[INPUT DATA — start]

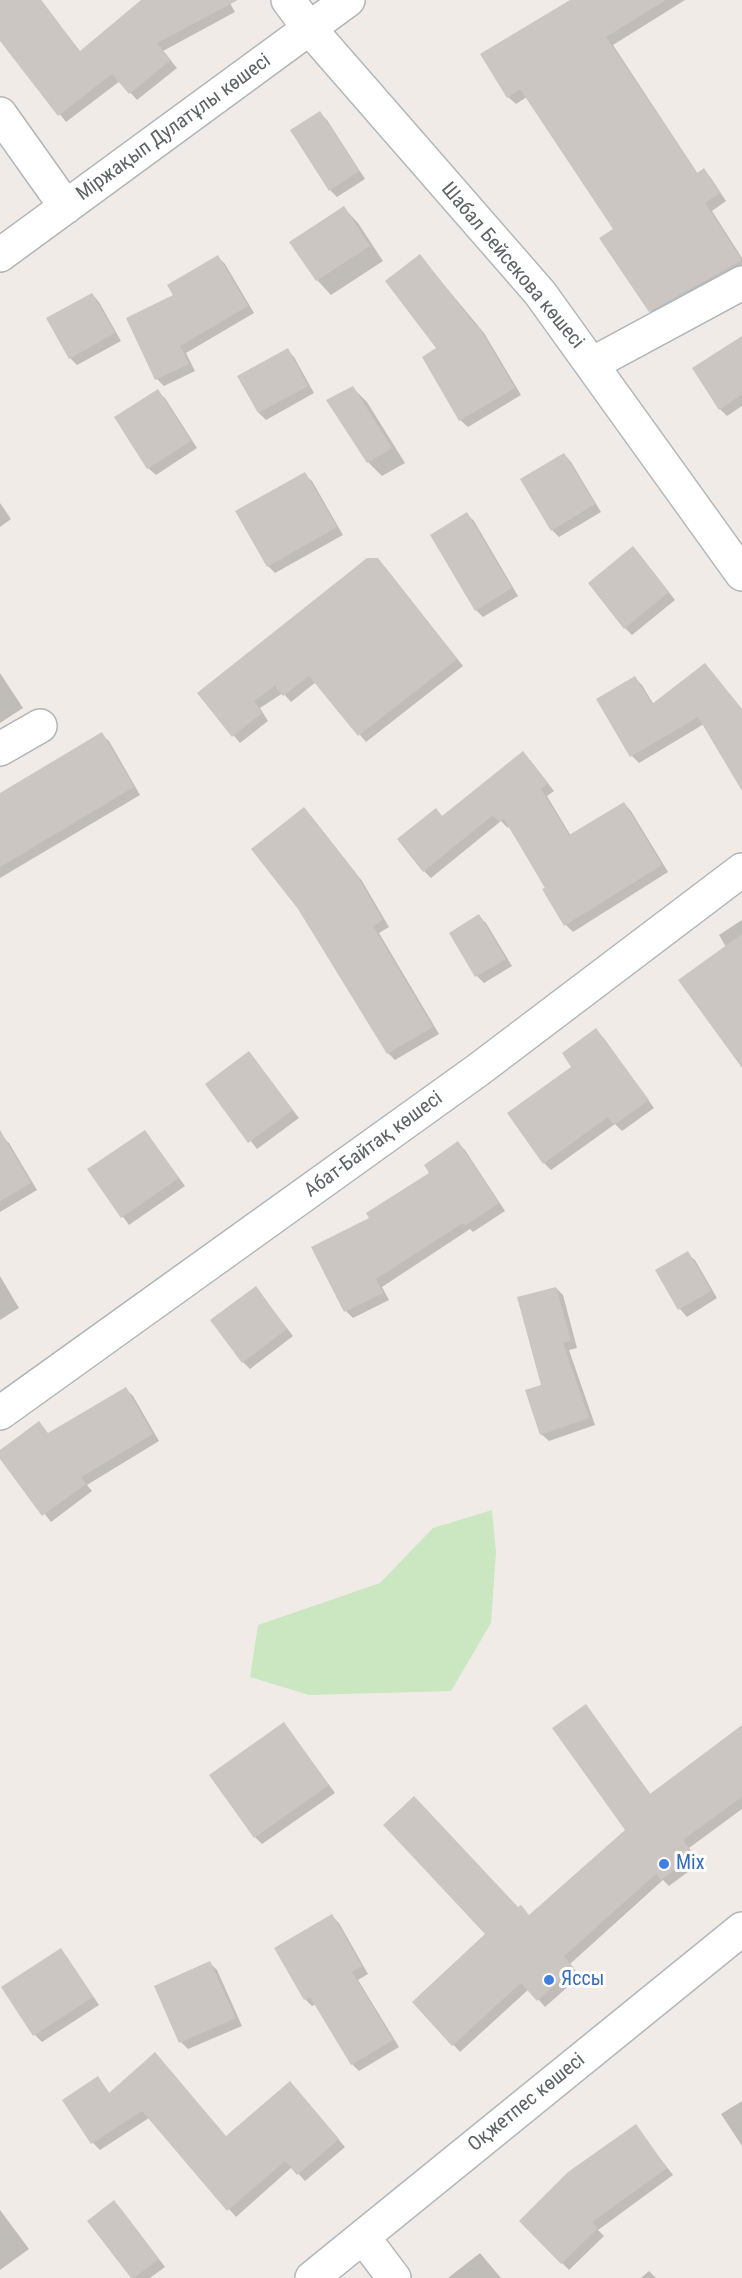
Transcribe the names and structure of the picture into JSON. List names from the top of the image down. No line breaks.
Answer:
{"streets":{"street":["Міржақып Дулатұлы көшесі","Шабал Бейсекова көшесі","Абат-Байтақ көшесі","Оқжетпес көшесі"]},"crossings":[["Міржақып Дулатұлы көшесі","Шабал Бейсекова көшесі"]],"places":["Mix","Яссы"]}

[INPUT DATA — finish]

All the data above is to be transcribed exactly, with no pictures included.

Transcribe the names and structure of the picture into JSON. List names from the top of the image down. No line breaks.
Answer:
{"streets":{"street":["Міржақып Дулатұлы көшесі","Шабал Бейсекова көшесі","Абат-Байтақ көшесі","Оқжетпес көшесі"]},"crossings":[["Міржақып Дулатұлы көшесі","Шабал Бейсекова көшесі"]],"places":["Mix","Яссы"]}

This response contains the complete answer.